Improving Work Safety. That is our goal we are striving to reach together with one of the world‘s leading risk management organisations. The employees need to frequently switch their working location from full conditioned office rooms at 18° C to outdoor locations in direct sunlight in the United Arab Emirates, with temperatures up to 40° C. These conditions are contributing to a physically and mentally stressful work day. People working in such conditions need a strong adaptive capacity. Cosinuss° is now helping these employees to monitor their level of Fatigue and Physical Stress Index in order to prevent possible serious accidents and long term harm. In our corporate pilot study we are validating how cosinuss° wearables and analytics can be used in this demanding setting and how accurately parameters like the Fatigue Score and Physiological Strain Index (PSI) can be monitored during work.

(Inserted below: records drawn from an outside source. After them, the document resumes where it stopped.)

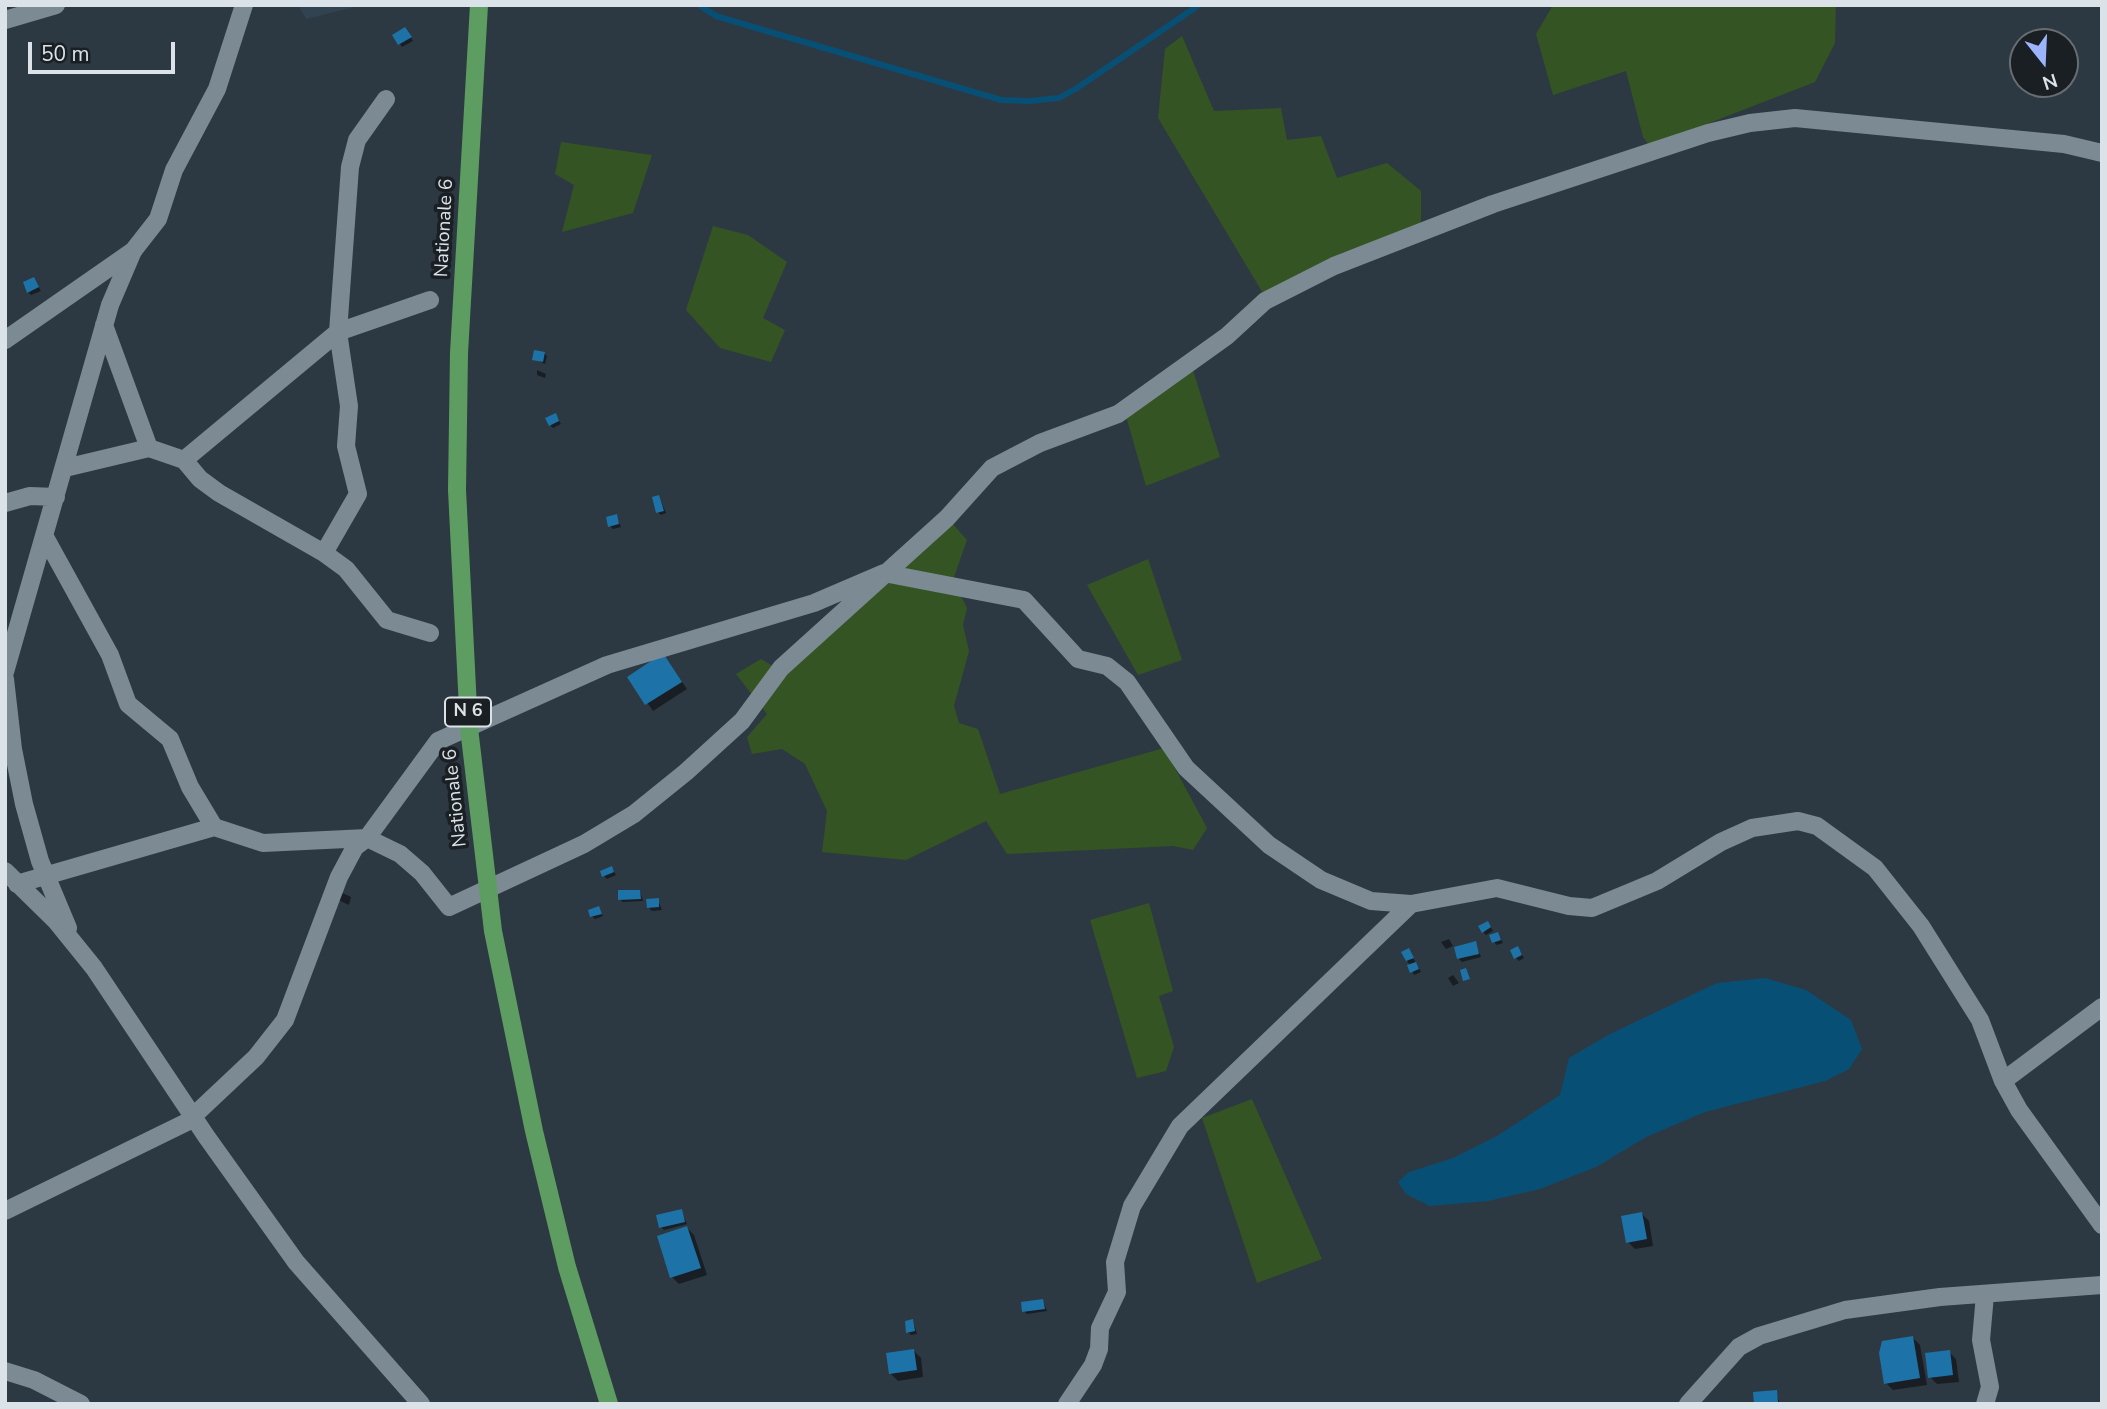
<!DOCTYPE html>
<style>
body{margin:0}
#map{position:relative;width:2107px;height:1409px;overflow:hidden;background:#2d3942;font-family:"Nunito Sans",sans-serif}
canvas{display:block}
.frame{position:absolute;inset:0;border:7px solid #dbe3e9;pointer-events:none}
.north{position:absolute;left:2009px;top:28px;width:70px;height:70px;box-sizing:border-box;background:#1a1f23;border:2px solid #676d72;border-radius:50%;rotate:162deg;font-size:19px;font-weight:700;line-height:28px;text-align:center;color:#dbe3e9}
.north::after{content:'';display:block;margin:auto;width:24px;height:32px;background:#9bb4fd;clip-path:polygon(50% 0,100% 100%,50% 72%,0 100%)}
.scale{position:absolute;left:28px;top:42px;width:147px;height:32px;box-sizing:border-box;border:4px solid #dbe3e9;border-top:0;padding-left:9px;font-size:21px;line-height:24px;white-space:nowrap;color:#dbe3e9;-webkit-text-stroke:5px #1a1f23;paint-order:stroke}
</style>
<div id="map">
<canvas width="2107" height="1409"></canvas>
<div class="frame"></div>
<div class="north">N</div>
<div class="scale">50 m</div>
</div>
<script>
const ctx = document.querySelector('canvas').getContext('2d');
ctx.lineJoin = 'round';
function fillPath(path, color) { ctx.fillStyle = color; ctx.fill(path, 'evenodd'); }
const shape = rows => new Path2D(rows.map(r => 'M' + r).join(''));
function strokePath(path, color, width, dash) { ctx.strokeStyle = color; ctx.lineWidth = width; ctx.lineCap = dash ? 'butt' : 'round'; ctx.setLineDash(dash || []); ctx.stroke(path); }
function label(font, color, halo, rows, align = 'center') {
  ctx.font = font + ' "Nunito Sans",sans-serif'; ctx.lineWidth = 7; ctx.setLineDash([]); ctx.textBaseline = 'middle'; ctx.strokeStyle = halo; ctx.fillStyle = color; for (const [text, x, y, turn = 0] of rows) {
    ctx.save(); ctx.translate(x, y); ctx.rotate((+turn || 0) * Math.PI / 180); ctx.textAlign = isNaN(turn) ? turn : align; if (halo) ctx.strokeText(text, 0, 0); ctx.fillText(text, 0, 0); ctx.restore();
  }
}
const built = shape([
 [298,5,362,5,306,19]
]);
const green = shape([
 [1553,5,1836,5,1835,43,1815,82,1650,146,1643,137,1626,71,1553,95,1536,34],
 [1182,36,1214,111,1281,108,1287,140,1321,136,1337,178,1387,163,1421,191,1421,225,1341,253,1267,300,1158,118,1165,49],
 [561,142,652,155,633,213,562,232,574,185,555,174],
 [713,226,748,235,787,262,763,318,785,330,771,362,720,348,686,310],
 [1192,367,1220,457,1146,486,1126,416],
 [951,522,967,540,953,580,967,608,963,625,969,651,954,706,959,723,978,729,1000,794,1164,748,1207,828,1193,850,1173,846,1007,854,986,821,906,860,822,852,827,811,805,764,782,749,752,754,747,737,767,714,736,674,761,659,776,668],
 [1148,559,1182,660,1138,675,1087,585],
 [1149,903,1173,991,1159,996,1174,1047,1166,1071,1137,1078,1090,920],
 [1252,1099,1322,1259,1257,1283,1202,1118]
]);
const water = shape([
 [1765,978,1806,990,1851,1020,1862,1049,1849,1069,1825,1081,1705,1112,1646,1137,1596,1167,1540,1189,1488,1201,1430,1206,1406,1194,1398,1182,1409,1172,1453,1158,1497,1136,1560,1095,1569,1058,1608,1035,1717,983]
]);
const shadow = shape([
 [408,32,413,41,402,47,394,35],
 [34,279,41,291,31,295,28,292],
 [544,353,547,356,545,364,534,359],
 [537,370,546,374,545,378,537,375],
 [555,415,561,424,553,428,550,425],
 [659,497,666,513,661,515,658,512],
 [616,516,621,527,613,529,610,526],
 [663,655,687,689,653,711,629,677],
 [612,868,616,875,607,879,604,876],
 [338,891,351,897,349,905,336,899],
 [640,891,643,901,623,902,620,899],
 [658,900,662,910,652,911,649,908],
 [599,908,603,916,595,919,592,916],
 [1488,923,1493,931,1486,935,1483,932],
 [1498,934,1503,943,1497,945,1494,942],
 [1449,939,1453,946,1446,949,1441,942],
 [1475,943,1481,957,1462,962,1459,959],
 [1518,948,1524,958,1519,961,1516,958],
 [1409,950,1421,972,1414,975,1407,960],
 [1453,975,1459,983,1453,986,1448,978],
 [681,1211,687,1224,664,1230,661,1227],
 [1642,1214,1649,1221,1653,1246,1635,1249,1628,1242],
 [687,1228,694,1235,707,1275,679,1284,672,1277],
 [1043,1301,1047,1311,1027,1314,1024,1311],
 [913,1321,917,1334,911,1335,908,1332],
 [1912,1337,1920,1345,1927,1385,1893,1390,1886,1383],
 [914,1351,921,1358,923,1377,898,1381,891,1374],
 [1949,1352,1956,1359,1959,1382,1937,1384,1930,1377],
 [1776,1392,1780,1404,1756,1404]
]);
const stream = shape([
 [699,5,716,16,1001,100,1029,101,1059,98,1077,88,1199,5]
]);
const building = shape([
 [405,27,412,37,398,45,392,35],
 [34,277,39,287,27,293,23,282],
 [534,350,545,352,543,362,532,360],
 [556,413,559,421,549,426,545,418],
 [659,495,664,511,656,513,652,497],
 [617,514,619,524,608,527,606,517],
 [663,653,682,682,645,705,627,677],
 [612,866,614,872,602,877,600,871],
 [618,890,640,890,641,899,618,900],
 [659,898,659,907,647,908,646,899],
 [599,906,602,914,590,917,588,910],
 [1488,921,1491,927,1482,933,1478,926],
 [1498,932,1501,940,1492,943,1489,935],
 [1476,941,1479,954,1457,959,1454,947],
 [1518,946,1522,955,1514,959,1510,950],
 [1409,948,1414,958,1406,961,1401,952],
 [1416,962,1419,969,1410,973,1407,965],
 [1466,968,1470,979,1463,981,1460,970],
 [682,1209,685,1222,659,1228,656,1215],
 [1642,1212,1647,1239,1626,1243,1621,1216],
 [687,1226,701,1268,670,1278,657,1236],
 [1043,1299,1045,1309,1022,1312,1021,1302],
 [913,1319,915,1331,906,1333,905,1321],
 [1913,1336,1920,1378,1884,1384,1879,1353,1882,1341],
 [914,1349,917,1370,889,1374,886,1353],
 [1950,1350,1953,1375,1928,1378,1925,1353],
 [1777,1390,1778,1402,1754,1404,1753,1392]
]);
const street = shape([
 [104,325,149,448,184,460,200,479,219,493,324,553,346,569,387,620,430,633],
 [184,460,338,332,430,300],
 [65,468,149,448],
 [5,503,30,496,56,497],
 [45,537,110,655,128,704,170,739,190,787,214,827],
 [324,553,358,494,346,446,349,406,338,332,350,167,357,140,386,99],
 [5,672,110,305,133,251],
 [5,679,13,749,24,804,40,861,68,928],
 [5,871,56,921,94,968,206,1136,296,1262,421,1404],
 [17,884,214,827,263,843,367,838,400,854,422,873,449,907,584,844,634,814,686,772,742,721,781,668,947,518,992,468,1040,443,1118,414,1227,336,1265,301,1334,266,1493,204,1708,133,1750,123,1795,118,2064,144,2102,153],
 [2003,1081,2102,1007],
 [5,1211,187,1122,256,1057,285,1020,339,877,355,847,367,838,438,741,607,665,814,603,884,573,1024,600,1078,659,1107,666,1127,682,1186,768,1269,845,1321,880,1371,901,1411,904,1497,888,1569,906,1592,908,1657,881,1721,842,1752,828,1798,821,1817,826,1875,868,1921,926,1980,1020,2003,1081,2019,1110,2102,1225],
 [5,1371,34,1380,81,1404],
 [1067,1404,1093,1365,1099,1349,1100,1328,1117,1292,1115,1262,1132,1206,1180,1126,1411,904],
 [1688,1404,1739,1347,1759,1336,1845,1310,1940,1297,2102,1285],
 [1985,1404,1990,1387,1981,1340,1985,1295]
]);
const secondary = shape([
 [5,20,56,5],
 [5,340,133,251,158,219,174,170,217,89,244,5]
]);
const primary = shape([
 [479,5,459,353,457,490,469,728,493,931,534,1131,567,1267,609,1404]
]);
const shields = [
 [468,712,46]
];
const shieldNames = [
 ["N 6",468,712]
];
const streetNames = [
 ["Nationale 6",445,228,-87],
 ["Nationale 6",456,798,-96]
];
fillPath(built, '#314351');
fillPath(green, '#355423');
fillPath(water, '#084f76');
fillPath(shadow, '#0007');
strokePath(stream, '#084f76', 6);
fillPath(building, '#1d73a7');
strokePath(street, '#7c8a94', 18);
strokePath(secondary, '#7c8a94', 18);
strokePath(primary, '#5e9d61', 18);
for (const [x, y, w] of shields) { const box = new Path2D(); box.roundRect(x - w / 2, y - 14.5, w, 29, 5); ctx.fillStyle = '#1a1f23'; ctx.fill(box); strokePath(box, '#dbe3e9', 2); }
label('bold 18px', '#dbe3e9', null, shieldNames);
label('19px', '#dbe3e9', '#1a1f23', streetNames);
</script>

This evaluation study has a high importance because in the long run, a monitoring routine will reduce the risk of dangerous situations caused by a state of exhaustion.
For this study, ten selected employees were equipped with the cosinuss° One in-ear sensor and the cosinuss° LabApp on their smartphone. They monitored their heart rate, heart rate variability (RR-intervalls) and body temperature continuously during an average working day focusing on the usability, especially during location changes. The data was automatically transmitted from their smartphones to a pseudonymised account on the cosinuss° cloud server and then further analyzed. Using the heart rate and body temperatur values the unique algorithms calculated the Physiological Strain Index (PSI). Additionally, the heart rate variability (HRV) was calculated as well and used to generate a fatigue score. A continuous tracking of these parameters during a whole day generates a database from which signs of low physical and mental working ability can be recorded and in future even prevented.
Pilot Study Requests
Usability of cosinuss° wearables
- How well can users handle the in-ear wearables while being at work?
- How reliable and of which quality is the incoming data?
Work Safety improvement
- What is the variety of the fatigue score during the day?
- Is there a correlation between the fatigue score and the workspace temperature?
- Is there a correlation between the Physiological Strain Index (PSI) and the workspace temperature?
The duration of the pilot study has been 4 weeks. During this time, ten selected employees of the risk management organization had to wear the cosinuss° in-ear sensor during their regular working day. During they work employees were frequently switching location between conditioned offices and hot outdoor locations. Additionally to the monitored data, the on-spot temperature at each location was separately tracked.
The cosinuss° One wearable monitored:
- Heart Rate (bpm)
- Heart Rate Variability / RR Intervals (ms)
- Body Temperature (°C)
The cosinuss° server analyzed:
- Physiological Strain Index (PSI).
An indicator for heat stress based on the heart rate and body temperature. Using a range from 0 (no heat stress) to 10 (extreme heat stress)
- Fatigue Score
An indicator for reduced mental and physical performance capability based on the Heart Rate Variability. Using a range from 1 (fully alert) to 7 (completely exhausted)
The cosinuss° usability indicators:
- The signal quality (%) indicates how well the wearable fits in the user‘s ear
- Measurement intervals of 30 minutes to optimize amount of data
80% of the tracked data had a signal quality from good to excellent. Meaning the cosinuss° One can monitor the vital signs of first-time untrained users reliably during regular work. The reason for the other 20% with a quality from moderate to bad were mostly the wrong placement of the sensor inside the ear or a bad Bluetooth connection between smartphone and the in-ear sensor.
The transmission between the cosinuss° One sensors and the personal smartphone of the employees worked excellent in general. 90% of all data transmissions were completed successfully. Only one test person had known issues with his smartphone model to keep a steady connection via Bluetooth Low Energy.
It is noticeable that the fatigue score is subject to fluctuations during the day. As expected, it indicates a high performance level at the beginning of the day and a reduced performance level at the end of the day. Furthermore, there is a noticeable correlation between the fatigue score and the location temperature. The average fatigue is decreasing with the decreasing of the location temperature.
The Physical Stress Index, too, is subject to fluctuations during the day, however this score could not indicate extreme conditions during our study. The highest PSI value measured in this pilot was at score 5 with 7 being the highest. Two test persons in the study had shown a strong correlation between their PSI and their location temperature. Their average PSI was decreasing with the decreasing of the location temperature.
We were able to answer the initial questions of this pilot study. The cosinuss° One is a convenient way to track the progress of the fatigue score and the physiological strain index (PSI). A correlation between the location temperature and various vital signs was apparent and can be plotted in the graphs. The employees of the risk management organization were motivated and did handle the cosinuss° wearable very well without any training or detailed instructions.
In a second study, we want to realize a system to notify the user in real-time about his/her current state of stress. Also, there should be a project dashboard where users can access their data and results, seeing their scores graphically displayed. This will make the data of the various measurements more accessible, more readable and more understandable for each participant. The employees can thus interfere directly with their behavior and prevention guidelines to improve their work safety and personal comfort at any time.